_TASK REQUIREMENTS:_
Pick out the lines in the listing below that contain the word "turn" and copy them.

┌─ DATASET RECORDS

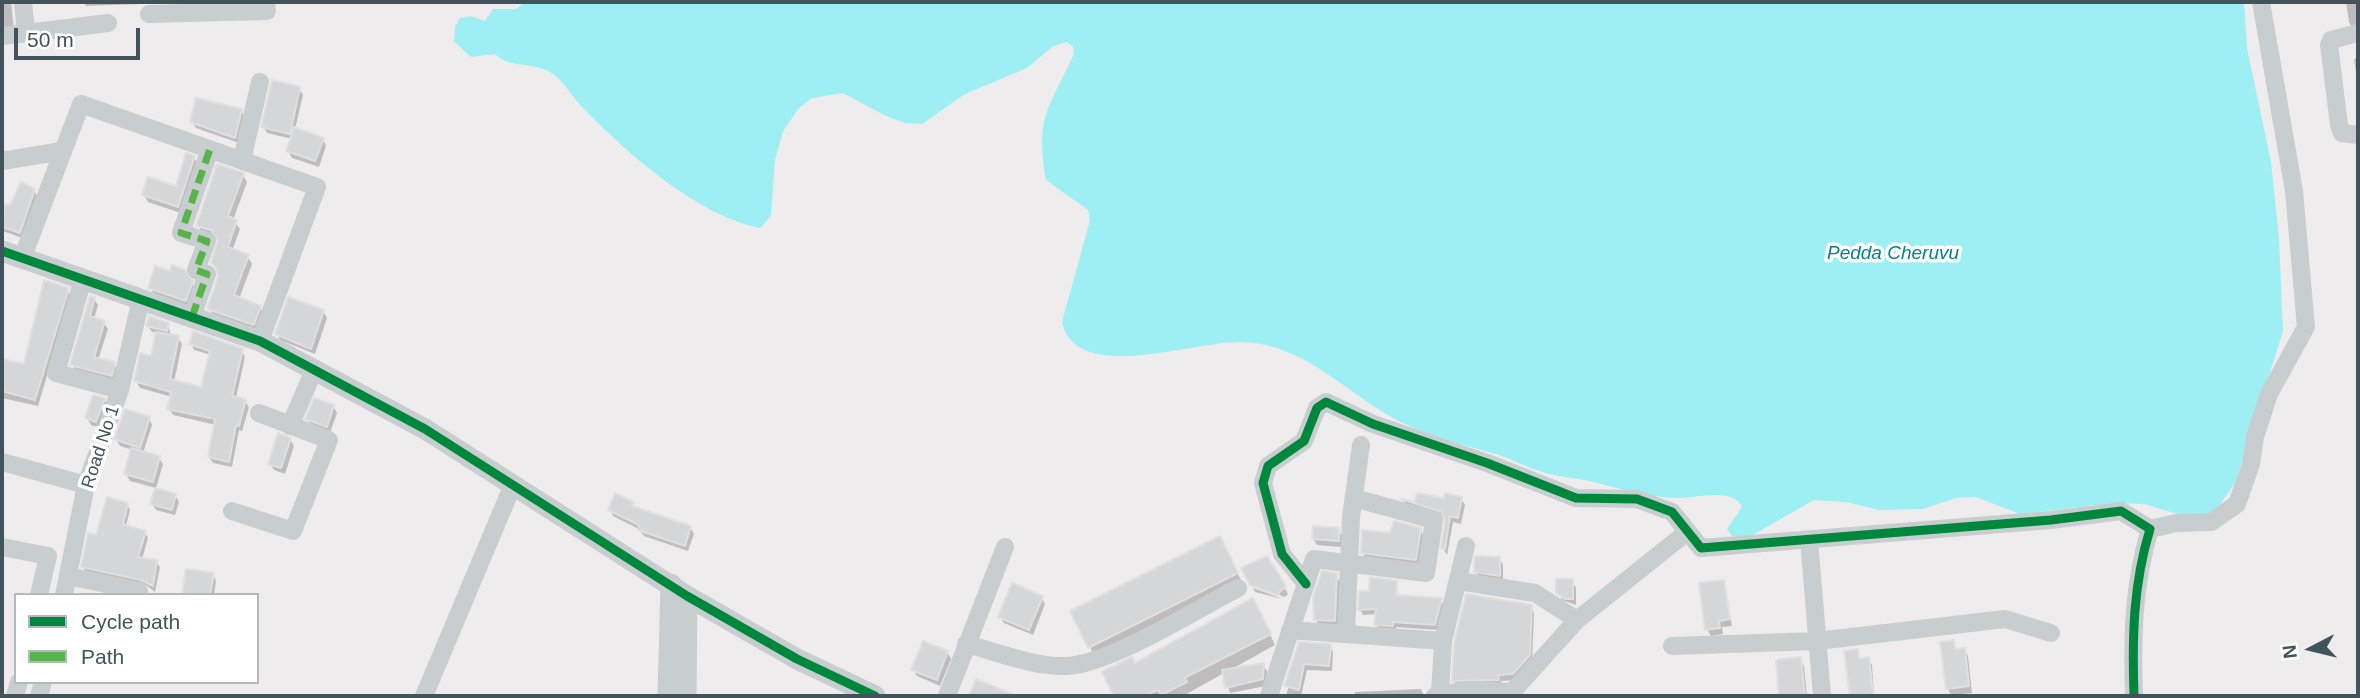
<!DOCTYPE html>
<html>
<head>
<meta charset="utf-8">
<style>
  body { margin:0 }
  #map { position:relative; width:2360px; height:698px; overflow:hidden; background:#eeeced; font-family:Arial,sans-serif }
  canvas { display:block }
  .frame { position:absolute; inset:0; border:4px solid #42535b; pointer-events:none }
  .legend { position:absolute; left:14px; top:593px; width:245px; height:91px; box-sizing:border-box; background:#fff; border:2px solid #b3babd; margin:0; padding:9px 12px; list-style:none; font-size:21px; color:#42535b }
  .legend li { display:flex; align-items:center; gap:14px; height:35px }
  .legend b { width:35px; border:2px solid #b3babd }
  .north { position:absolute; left:2276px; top:614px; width:70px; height:70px; -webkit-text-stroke:5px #fff; paint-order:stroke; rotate:263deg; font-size:19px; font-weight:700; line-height:28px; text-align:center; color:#42535b }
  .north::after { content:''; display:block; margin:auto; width:24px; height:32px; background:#42535b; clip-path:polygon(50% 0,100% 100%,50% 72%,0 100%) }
  .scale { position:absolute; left:14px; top:28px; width:126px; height:32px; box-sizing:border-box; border:4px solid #42535b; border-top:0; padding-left:9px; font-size:21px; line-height:24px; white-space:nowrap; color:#42535b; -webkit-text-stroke:5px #fff; paint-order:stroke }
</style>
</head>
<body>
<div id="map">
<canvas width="2360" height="698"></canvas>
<div class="frame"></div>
<ul class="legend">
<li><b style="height:9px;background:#00873e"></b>Cycle path</li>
<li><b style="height:9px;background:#57b448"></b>Path</li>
</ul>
<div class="north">N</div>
<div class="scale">50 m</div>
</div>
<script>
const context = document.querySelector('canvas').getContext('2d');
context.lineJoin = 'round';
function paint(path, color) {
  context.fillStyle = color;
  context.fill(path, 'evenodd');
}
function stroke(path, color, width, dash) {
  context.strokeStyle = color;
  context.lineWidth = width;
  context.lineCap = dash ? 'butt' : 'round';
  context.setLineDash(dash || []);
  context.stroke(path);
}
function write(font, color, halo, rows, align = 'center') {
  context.font = font + ' Arial,sans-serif';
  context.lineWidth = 7;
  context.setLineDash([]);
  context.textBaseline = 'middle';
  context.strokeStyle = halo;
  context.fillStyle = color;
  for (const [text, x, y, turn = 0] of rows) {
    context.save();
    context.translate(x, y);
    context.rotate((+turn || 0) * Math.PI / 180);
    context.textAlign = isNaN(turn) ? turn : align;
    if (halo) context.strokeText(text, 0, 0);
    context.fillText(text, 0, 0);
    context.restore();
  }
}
paint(new Path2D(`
  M525,2H2244L2247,48L2271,162L2279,238L2283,331L2235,483L2219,506L2205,515L2188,517L2144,504L2113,503L2020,514L1976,497L1956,498L1923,509L1879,510L1846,502L1814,500L1749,537L1732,536L1727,529L1742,507C1733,487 1697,498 1679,498C1649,498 1619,488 1590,481C1575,478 1558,477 1543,472C1528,468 1514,460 1499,455C1466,445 1434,439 1403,423C1347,396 1307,343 1240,342C1195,341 1075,385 1062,322L1090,220L1088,210L1046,180C1035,115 1049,109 1074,54L1073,46L1066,42L1052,47L1027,68L965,94L922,124L905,123L886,116L843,93L812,98L799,108L783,131L775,160L771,215L761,228C699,217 628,154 585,110C573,99 566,83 553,74C534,61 510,69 495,54L471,57L454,41L455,27L460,18L470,16L485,21L493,9H516Z`), '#9eeff3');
paint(new Path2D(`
  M2,2H11L14,30L2,31Z
  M84,2H194L86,6Z
  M2346,2H2358V28L2353,29L2349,22Z
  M2358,58V86L2354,59Z
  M299,89L303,95L295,129L323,139L326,146L319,167L292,158L288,151L292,139L267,133L263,126Z
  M241,111L245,117L239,143L196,128L192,121Z
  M194,158L198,164L181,213L148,202L144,195L177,188Z
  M243,175L247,182L233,220L240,229L232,251L248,257L252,264L239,299L260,307L264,315L258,331L213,316L209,308L220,277L213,263L220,241L202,233L198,225Z
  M34,190L37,196L22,238L3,231L2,219L6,206L11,208Z
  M171,273L191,282L195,289L189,307L154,294L150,288Z
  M67,290L71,296L38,406L2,398V361L26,366Z
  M94,299L98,305L94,319L104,323L108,329L98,360L114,364L117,370L115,381L76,371L72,365Z
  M323,311L327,318L315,354L280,340L277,334Z
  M168,325L171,336L178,338L182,344L174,382L203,389L211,355L194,350L191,343L241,350L245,357L236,398L245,401L249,407L242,431L239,430L232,467L213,463L209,457L216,425L173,415L169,408L172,397L140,388L136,381L152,359L157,333L152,332L148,326Z
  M104,399L108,406L100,428L91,425L87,418Z
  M333,406L337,413L330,433L311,425L307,419Z
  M149,418L152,425L143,453L159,458L163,464L156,488L130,481L126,474L133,450L120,446L116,439Z
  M290,439L294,446L285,474L274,470L270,464Z
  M175,495L179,502L175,515L156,510L152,503Z
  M1461,499L1465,505L1461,524L1453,522L1447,555L1443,548L1446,518L1406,505L1404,501L1417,504Z
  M632,503L635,509L690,527L694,534L688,551L644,536L639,529L613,516L610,509Z
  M127,504L130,510L126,526L145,532L148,538L142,559L156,562L160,567L155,592L146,585L86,572L83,567L97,537Z
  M1338,530L1342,536L1341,547L1317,545L1313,539Z
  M1420,530L1424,536L1419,566L1366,559L1363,553L1391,535Z
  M1225,549L1243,584L1095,657L1090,647Z
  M1266,558L1288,594L1285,597L1251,584Z
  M1499,558L1503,565V582L1479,578L1476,572Z
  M213,575L216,581L214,595H184Z
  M1336,575L1340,582L1338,627H1320L1316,620Z
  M1572,581L1576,588V605L1562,600L1558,592Z
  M1396,582L1398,597L1441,600L1444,606L1438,630L1396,627V631L1379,630L1376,624L1377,614L1363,615L1360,609L1370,592Z
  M1723,582L1732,626L1722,627L1723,634L1711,636L1707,629Z
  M1253,588L1283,599L1255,592Z
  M1041,597L1045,604L1033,635L1004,623L1000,617Z
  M1531,606L1534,613L1532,662L1517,680L1501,681V686L1457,687L1454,681Z
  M1258,610L1275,645L1230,670L1263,665L1267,671L1266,686L1230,693L1224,673L1183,696H1116L1104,673L1134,665Z
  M1953,642L1957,650H1964L1968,656L1972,693L1951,695L1948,689Z
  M1300,644L1330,646L1333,652L1332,671L1307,670L1301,696H1286Z
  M1857,651L1861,660L1868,659L1872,665L1874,696H1851L1846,653Z
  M947,652L951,659L940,686L917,676L913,669Z
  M1800,659L1804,666L1807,696H1781L1778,662Z
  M1421,689L1424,696H1355V692Z`), '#0003');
const building = new Path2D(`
  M272,80L300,87L290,134L261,127Z
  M196,98L242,109L235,138L190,122Z
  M294,127L324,138L315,161L286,151Z
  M186,153L195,156L178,207L142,195L148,177L176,186Z
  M217,164L244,173L228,216L237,220L228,247L249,255L234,295L261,306L254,325L207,309L218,277L216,267L211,263L218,240L211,230L196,226Z
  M21,182L35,189L20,233L2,227V214L5,204L10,206Z
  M172,265L185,270L193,281L186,301L148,288L155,266L170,271Z
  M44,280L69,288L35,400L2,391V359L24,364Z
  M90,296L95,297L90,316L105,321L94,357L115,362L112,376L70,365Z
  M288,297L324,310L311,349L275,334Z
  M149,316L169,323L167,331L146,326Z
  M193,331L243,349L232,396L246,399L239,426L236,425L229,462L208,457L215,419L167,409L171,392L134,381L140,353L151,356L156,332L179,336L170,379L201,387L210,351L189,344Z
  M93,395L105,398L96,422L85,418Z
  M314,398L334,405L327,427L305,419Z
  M125,409L150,417L140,448L114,439Z
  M278,433L291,438L281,468L268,464Z
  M131,448L160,456L153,482L124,474Z
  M155,488L176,494L172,510L150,504Z
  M615,493L633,502L632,506L691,526L685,546L638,530L639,525L608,510Z
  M1417,493L1444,498L1445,493L1462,497L1458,518L1450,516L1445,549H1441L1445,521L1442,512L1401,499L1415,502Z
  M107,497L128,503L123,524L146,531L138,557L157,560L153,586L141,580L81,567L88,533L96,535Z
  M1394,521L1421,528L1416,560L1361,553L1362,530L1390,533Z
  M1313,526L1339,528V541L1312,539Z
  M1220,536L1238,573L1088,648L1070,611Z
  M1267,556L1286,586L1277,595L1250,585L1241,568Z
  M1475,556L1500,557V576L1474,572Z
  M186,569L214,573L210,595H182Z
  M1322,571L1337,573L1335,621L1314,620L1313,597Z
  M1370,577L1397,581L1396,595L1442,598L1435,625L1393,622V626L1374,625L1376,609L1358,610L1359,591H1369Z
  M1556,579H1573V599H1565L1556,593Z
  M1724,580L1730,619L1719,621L1720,628L1705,630L1699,583Z
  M1012,583L1043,596L1029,630L998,617Z
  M1466,594L1532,605L1530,655L1513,674L1498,675L1499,680L1452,681L1454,643Z
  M1253,598L1271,634L1188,676L1185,678L1187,682L1161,695L1158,690L1144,696H1114L1102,672L1132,657L1135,663Z
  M1954,640L1955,649L1965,648L1969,686L1946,689L1940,642Z
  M923,641L948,651L937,680L911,670Z
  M1299,642L1331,644L1329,666L1304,664L1299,690L1284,686Z
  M1858,649L1859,658L1869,657L1873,695L1850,696L1844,651Z
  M1801,657L1805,696H1779L1776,660Z
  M1264,663L1263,679L1225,688L1222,670Z
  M976,679L1016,696H969Z`);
paint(building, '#d5d6d7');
stroke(building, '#dfdfe0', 2);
stroke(new Path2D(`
  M23,2L26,32
  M149,14L267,11L266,2
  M2358,33L2331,40L2329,45L2339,125L2342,133L2358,135
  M2,36L108,23
  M242,160L260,82
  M2,161L62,151
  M22,259L81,104L317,187L260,341
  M83,279L56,373L120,390
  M192,317L207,274L196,270L207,241L181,233L210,149
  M290,426L314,370
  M2,462L86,485
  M232,511L293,531L329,440L259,413
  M2150,529L2176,523L2211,522L2237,504L2251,464L2255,437L2269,394L2306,327L2294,191L2261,2
  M1809,540L1822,696
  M2,547L48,556L39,595
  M68,576L139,591
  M1458,581L1535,593L1577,620
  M1306,584L1282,554L1263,483L1268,466L1304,441L1317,408L1326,402L1373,424L1487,463L1576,498L1637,499L1672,512L1701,548L2051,520L2121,511L2150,529C2133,585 2132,638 2134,696
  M64,595L86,485L120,390L141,299
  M1290,630L1443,641
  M1346,634L1351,517L1361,445
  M966,644C998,652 1033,667 1067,666C1110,664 1196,610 1238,588
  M1672,646L1817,641L2005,619L2051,633
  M1440,694L1443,641L1466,546
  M15,696L19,682
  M39,696L43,682
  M424,696L512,487
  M947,696L1005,547
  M1269,696L1314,559L1426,573L1434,520L1354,498
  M1435,696L1466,690L1512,692L1577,620L1687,532`), '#c8cdcf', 18);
stroke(new Path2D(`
  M2,251L260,341L425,429L687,596L797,659L875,696
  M668,696L671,584
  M686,696L687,596`), '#c8cdcf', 21);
stroke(new Path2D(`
  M192,317L207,274L196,270L207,241L181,233L210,149`), '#57b448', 7, [14, 7]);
stroke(new Path2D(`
  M2,251L260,341L425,429L687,596L797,659L875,696
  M1306,584L1282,554L1263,483L1268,466L1304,441L1317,408L1326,402L1373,424L1487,463L1576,498L1637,499L1672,512L1701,548L2051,520L2121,511L2150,529C2133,585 2132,638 2134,696`), '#00873e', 9);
write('18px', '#42535b', '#fff', [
  ["Road No 1",101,447,-72]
]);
write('italic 19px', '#048288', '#fff', [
  ["Pedda Cheruvu",1893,254]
]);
</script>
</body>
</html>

└─

_OUTPUT OF THE EXERCISE:_
  for (const [text, x, y, turn = 0] of rows) {
    context.rotate((+turn || 0) * Math.PI / 180);
    context.textAlign = isNaN(turn) ? turn : align;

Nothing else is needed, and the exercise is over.